# RBT March '13 Meeting



## cripple469 (5/3/13)

Our next meeting will see us abandon RBT Headquarters and head into the city to enjoy St Patrick's Day at the Brewery on Sunday the 17th of March. The Brewery is normally closed on Sundays but they are opening especially to celebrate this day with 4 Irish inspired beers (including two seasonals):
- Flanagan's Irish Stout
- Ned's Red Ale
- Irish Pale Ale (seasonal, especially for the day)
- Irish Blonde WHITE Stout (seasonal, and yes, you read correctly, a white stout)

The brewers will be doing brewery tours between 11:30PM to 1:00PM (with the purchase of a tasting paddle).

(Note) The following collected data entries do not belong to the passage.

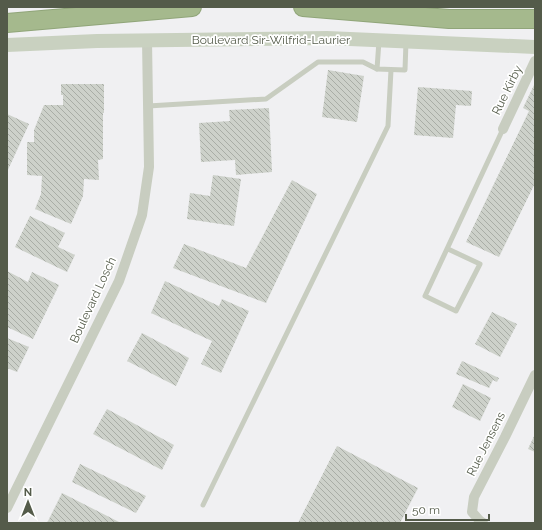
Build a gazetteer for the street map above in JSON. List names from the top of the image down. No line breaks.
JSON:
{"streets":{"street":["Boulevard Sir-Wilfrid-Laurier","Rue Kirby","Boulevard Losch","Rue Jensens"]},"crossings":[["Boulevard Sir-Wilfrid-Laurier","Boulevard Losch"]],"scale_bar":"50 m","north":"top"}
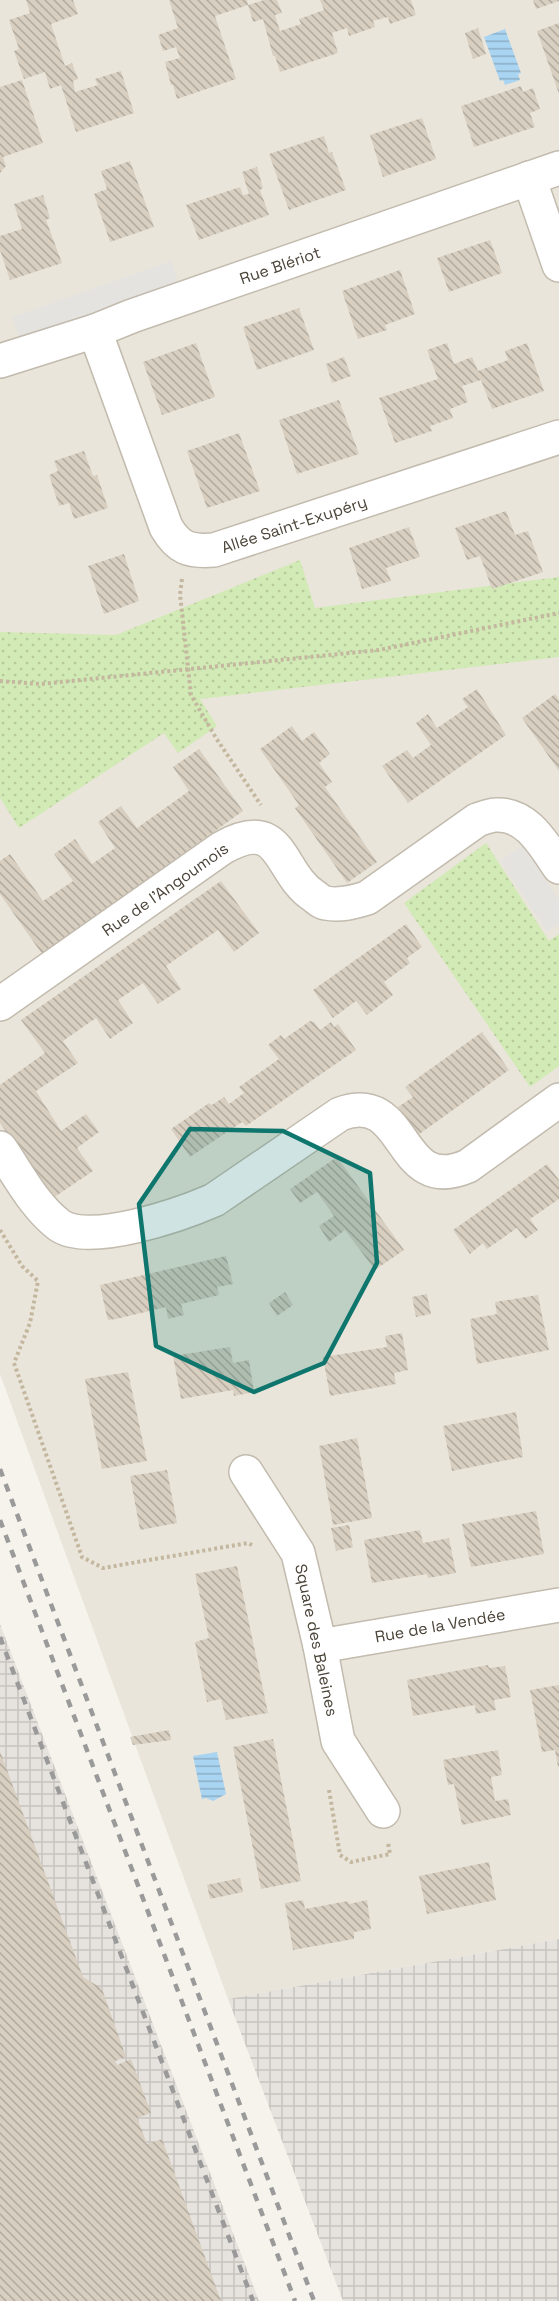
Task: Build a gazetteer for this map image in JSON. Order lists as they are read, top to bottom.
{
  "streets": {
    "street": [
      "Rue Blériot",
      "Allée Saint-Exupéry",
      "Rue de l'Angoumois",
      "Rue de la Vendée",
      "Square des Baleines"
    ]
  },
  "crossings": [
    ["Rue de la Vendée", "Square des Baleines"]
  ]
}
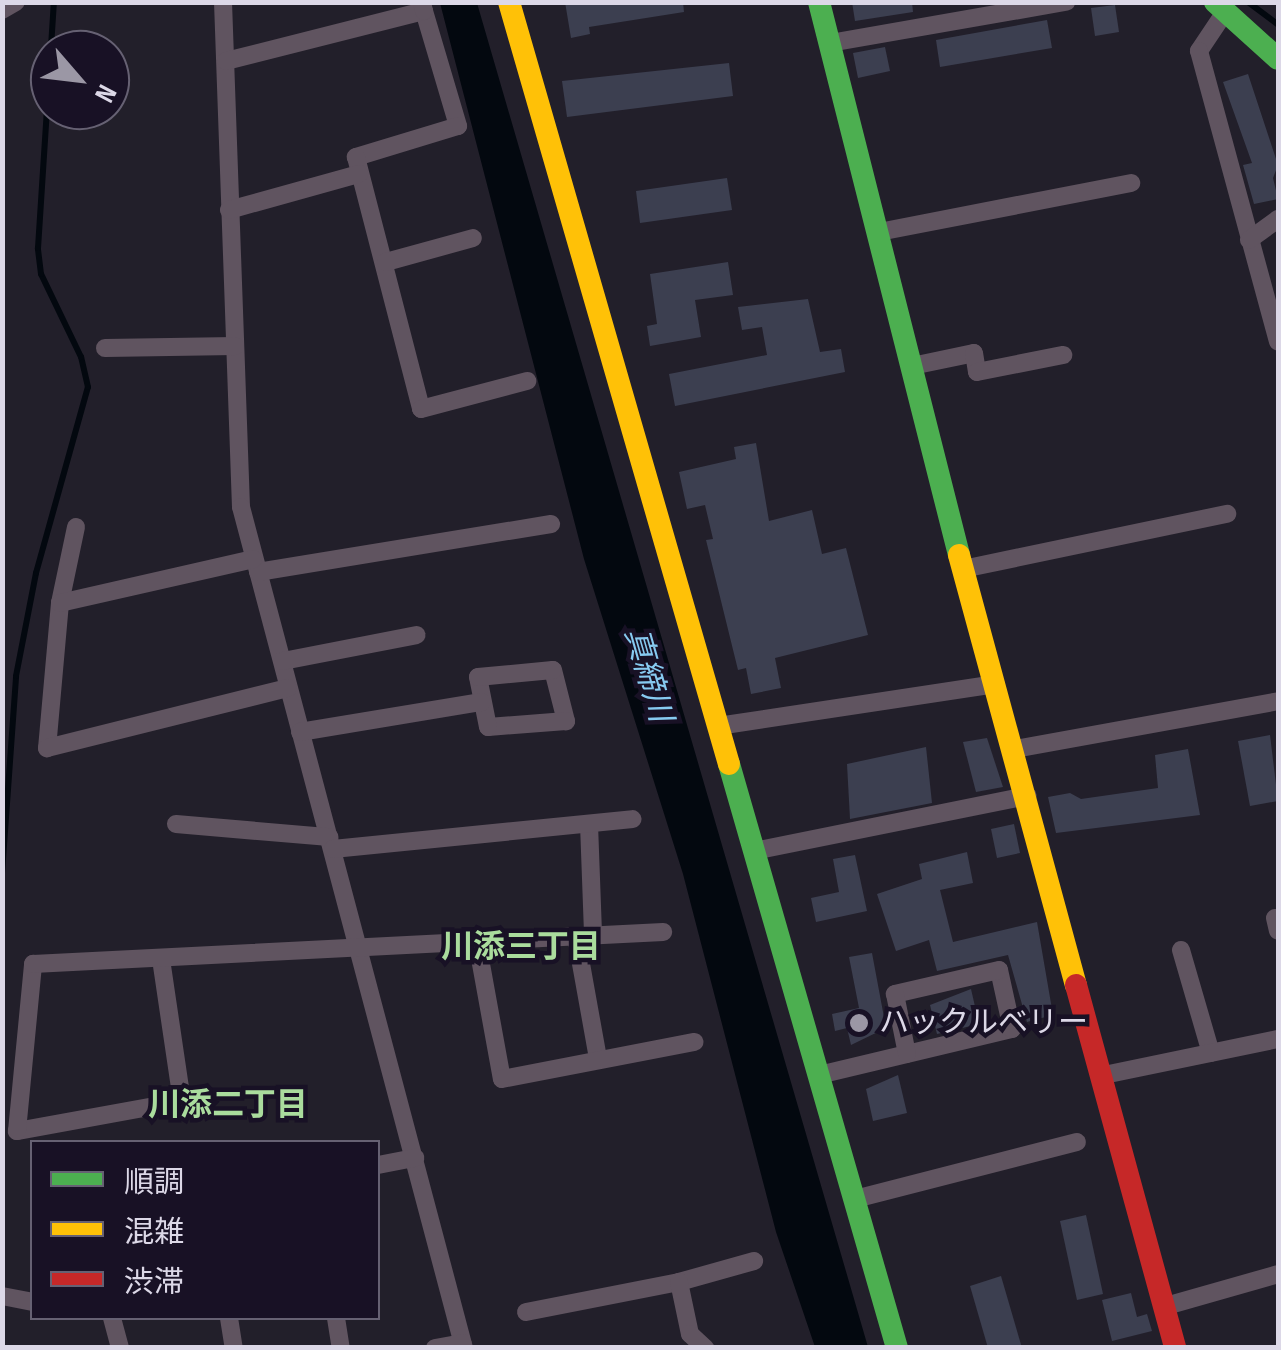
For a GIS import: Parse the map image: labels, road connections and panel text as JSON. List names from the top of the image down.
{
  "districts": ["川添三丁目", "川添二丁目"],
  "water": ["真締川"],
  "places": ["ハックルベリー"],
  "legend": ["順調", "混雑", "渋滞"],
  "north": "bottom right"
}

This will be an unofficial meeting so we're not reserving an area, there won't be our normal rental charge and we can't take in our own beers. We also won't be holding an official 'learning experience' like usual; however, we would encourage you to bring some friends along who are prepared to try beers that are alternative to the mainstream and we'll have a crack at educating them on our love of beer and brewing. The more support we can get for craft beer, the more of it we'll see.

Day kicks off at 11:30 so come whenever you can - there is bound to be an RBT table from very early on. Bring your green hat and we'll see you there.


----------